Antecipadamente, tinha recortado um bocado do panfleto, com o produto, de uma
conhecida cadeia de hipermercados. Não encontrando o produto, dirigi-me ao
responsável de loja e mostrei-lhe o recorte, para que me dissesse onde o
poderia encontrar. Olha espantado para o recorte e diz: “Mas hoje não é
quinta-feira. Tem por trás alguma coisa do “Halloween”? – virou e tinha mesmo. Havia
concordância, o que o deixa ainda mais confuso, e é então que se lembra de
perguntar, como quem já sabia a resposta, e fê-lo com um sorriso semelhante ao
dos citados “idosos”: “Bô… não me diga que guardou o jornal do ano passado?
Como é possível isto ter
acontecido?
Caso 3 –
Apesar de estar um céu muito nebuloso e escurecer mais cedo, resolvi passar o
resto do dia em contacto com a natureza e fui até ao Parque Natural de
Montesinho, onde se estava perante uma paisagem protegida, deslumbrante e
incomum, pela arborização e tons ocre a castanho avermelhado das folhas, em
pleno outono. Aproximando-se a hora de almoçar, fui à bonita aldeia
(recuperada) de Montesinho, para um repasto com gastronomia regional.
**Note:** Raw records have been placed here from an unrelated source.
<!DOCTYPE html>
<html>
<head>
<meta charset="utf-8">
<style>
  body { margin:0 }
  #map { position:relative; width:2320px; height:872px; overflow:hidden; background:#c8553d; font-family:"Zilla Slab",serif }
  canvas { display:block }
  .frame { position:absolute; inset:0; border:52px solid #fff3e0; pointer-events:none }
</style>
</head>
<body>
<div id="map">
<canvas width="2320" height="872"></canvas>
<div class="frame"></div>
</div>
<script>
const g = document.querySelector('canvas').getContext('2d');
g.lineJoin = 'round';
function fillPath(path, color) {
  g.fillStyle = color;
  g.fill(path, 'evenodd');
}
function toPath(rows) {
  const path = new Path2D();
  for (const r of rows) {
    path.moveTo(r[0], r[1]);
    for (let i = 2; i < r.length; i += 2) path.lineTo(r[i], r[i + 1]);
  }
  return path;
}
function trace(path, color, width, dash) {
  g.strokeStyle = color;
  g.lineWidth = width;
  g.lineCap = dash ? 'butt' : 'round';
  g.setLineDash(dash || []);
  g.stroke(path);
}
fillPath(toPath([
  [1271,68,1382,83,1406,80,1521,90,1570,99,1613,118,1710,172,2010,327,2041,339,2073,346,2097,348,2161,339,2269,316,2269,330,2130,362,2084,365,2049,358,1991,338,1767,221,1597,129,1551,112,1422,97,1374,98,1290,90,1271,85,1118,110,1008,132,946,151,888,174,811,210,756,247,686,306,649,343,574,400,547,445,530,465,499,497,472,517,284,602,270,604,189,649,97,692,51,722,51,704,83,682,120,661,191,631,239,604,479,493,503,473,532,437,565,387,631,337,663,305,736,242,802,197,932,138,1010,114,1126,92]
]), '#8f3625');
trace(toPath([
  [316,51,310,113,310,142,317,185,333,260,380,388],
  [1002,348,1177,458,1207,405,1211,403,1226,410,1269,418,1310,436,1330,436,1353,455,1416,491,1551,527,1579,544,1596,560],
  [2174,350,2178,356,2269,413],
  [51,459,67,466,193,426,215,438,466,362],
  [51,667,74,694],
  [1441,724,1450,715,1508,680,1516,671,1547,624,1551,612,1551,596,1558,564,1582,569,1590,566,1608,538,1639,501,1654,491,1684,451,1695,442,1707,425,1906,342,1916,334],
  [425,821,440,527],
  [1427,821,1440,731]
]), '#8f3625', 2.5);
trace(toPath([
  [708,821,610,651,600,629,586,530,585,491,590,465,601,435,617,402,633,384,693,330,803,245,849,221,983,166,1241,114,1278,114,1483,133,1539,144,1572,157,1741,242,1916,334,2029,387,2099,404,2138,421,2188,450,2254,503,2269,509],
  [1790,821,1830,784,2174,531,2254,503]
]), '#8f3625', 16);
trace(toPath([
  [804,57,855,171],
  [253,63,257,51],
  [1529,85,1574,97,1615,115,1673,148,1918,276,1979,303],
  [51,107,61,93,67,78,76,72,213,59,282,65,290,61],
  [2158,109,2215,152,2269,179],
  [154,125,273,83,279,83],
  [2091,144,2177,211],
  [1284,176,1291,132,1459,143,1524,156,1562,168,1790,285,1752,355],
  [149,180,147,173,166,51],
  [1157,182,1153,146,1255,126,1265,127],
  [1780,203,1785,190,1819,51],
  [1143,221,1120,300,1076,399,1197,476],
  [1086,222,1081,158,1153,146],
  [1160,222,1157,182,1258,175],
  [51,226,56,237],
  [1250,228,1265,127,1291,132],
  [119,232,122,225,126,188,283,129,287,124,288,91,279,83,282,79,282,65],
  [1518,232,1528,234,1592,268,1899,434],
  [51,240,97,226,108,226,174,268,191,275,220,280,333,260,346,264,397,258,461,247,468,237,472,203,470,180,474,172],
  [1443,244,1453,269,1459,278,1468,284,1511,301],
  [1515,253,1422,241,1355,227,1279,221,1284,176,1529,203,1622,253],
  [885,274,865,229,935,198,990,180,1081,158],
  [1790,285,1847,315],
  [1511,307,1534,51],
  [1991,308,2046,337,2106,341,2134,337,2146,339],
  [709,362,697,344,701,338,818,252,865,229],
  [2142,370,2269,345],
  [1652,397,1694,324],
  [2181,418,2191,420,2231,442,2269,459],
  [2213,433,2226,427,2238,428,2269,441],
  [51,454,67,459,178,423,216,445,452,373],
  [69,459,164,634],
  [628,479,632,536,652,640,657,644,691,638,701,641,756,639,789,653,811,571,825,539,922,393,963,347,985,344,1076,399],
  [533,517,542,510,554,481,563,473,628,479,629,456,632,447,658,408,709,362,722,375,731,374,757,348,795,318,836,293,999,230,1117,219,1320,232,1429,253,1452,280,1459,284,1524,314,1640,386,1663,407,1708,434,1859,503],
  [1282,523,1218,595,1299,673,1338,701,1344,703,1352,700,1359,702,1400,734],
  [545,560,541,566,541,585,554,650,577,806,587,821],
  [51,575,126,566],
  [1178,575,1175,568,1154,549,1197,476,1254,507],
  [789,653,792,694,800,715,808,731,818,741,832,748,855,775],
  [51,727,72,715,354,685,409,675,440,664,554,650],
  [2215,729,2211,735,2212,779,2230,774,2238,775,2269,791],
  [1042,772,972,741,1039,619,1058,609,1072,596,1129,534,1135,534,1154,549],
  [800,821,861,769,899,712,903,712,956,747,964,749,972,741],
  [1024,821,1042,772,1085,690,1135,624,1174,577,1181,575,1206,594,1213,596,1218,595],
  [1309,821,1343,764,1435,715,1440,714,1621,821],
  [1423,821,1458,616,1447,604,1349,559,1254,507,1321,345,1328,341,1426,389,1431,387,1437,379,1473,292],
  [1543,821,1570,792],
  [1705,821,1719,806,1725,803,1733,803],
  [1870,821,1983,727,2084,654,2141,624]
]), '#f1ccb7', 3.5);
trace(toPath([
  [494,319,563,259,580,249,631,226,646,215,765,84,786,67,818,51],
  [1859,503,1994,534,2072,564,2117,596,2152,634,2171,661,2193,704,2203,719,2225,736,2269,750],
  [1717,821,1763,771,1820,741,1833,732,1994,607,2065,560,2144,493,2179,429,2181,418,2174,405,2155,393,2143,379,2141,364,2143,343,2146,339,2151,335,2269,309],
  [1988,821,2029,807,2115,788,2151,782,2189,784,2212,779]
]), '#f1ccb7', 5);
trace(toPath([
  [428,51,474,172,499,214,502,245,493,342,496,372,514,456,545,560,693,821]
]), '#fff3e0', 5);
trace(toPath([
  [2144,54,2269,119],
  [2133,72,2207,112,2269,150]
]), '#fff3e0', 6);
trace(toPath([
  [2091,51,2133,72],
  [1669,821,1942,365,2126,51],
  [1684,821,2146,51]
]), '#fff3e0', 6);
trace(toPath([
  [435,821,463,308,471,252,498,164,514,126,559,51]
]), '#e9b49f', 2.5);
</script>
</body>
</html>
Como não
via ninguém e o restaurante da aldeia estava fechado, dirigi-me à casa do Povo,
onde me disseram: “Agora é tempo de castanha e eles foram por ela!”. Antecipo,
mentalmente, o “como é possível?”. Sim, como é possível, uma pessoa com esta
experiência de vida, acreditar que o único restaurante da aldeia estava à sua
[minha] espera… em tempo de fartura de castanhas? Em vez de um repasto típico,
numa aldeia transmontana bem caraterística, acabei no centro comercial da
cidade (único sítio onde se poderia encontrar um “restaurante” aberto, de uma
qualquer cadeia de fast food) a comer
um “calzone italiano”, já por volta das 16h30, o que representaria 17h30, se não
tivesse havido a mudança da hora no dia anterior.
Dia
inesquecível, a mostrar que estou em
força… na terceira idade, e que, apesar de tudo, a minha experiência de
vida valorizou, mantendo em alta o lado positivo.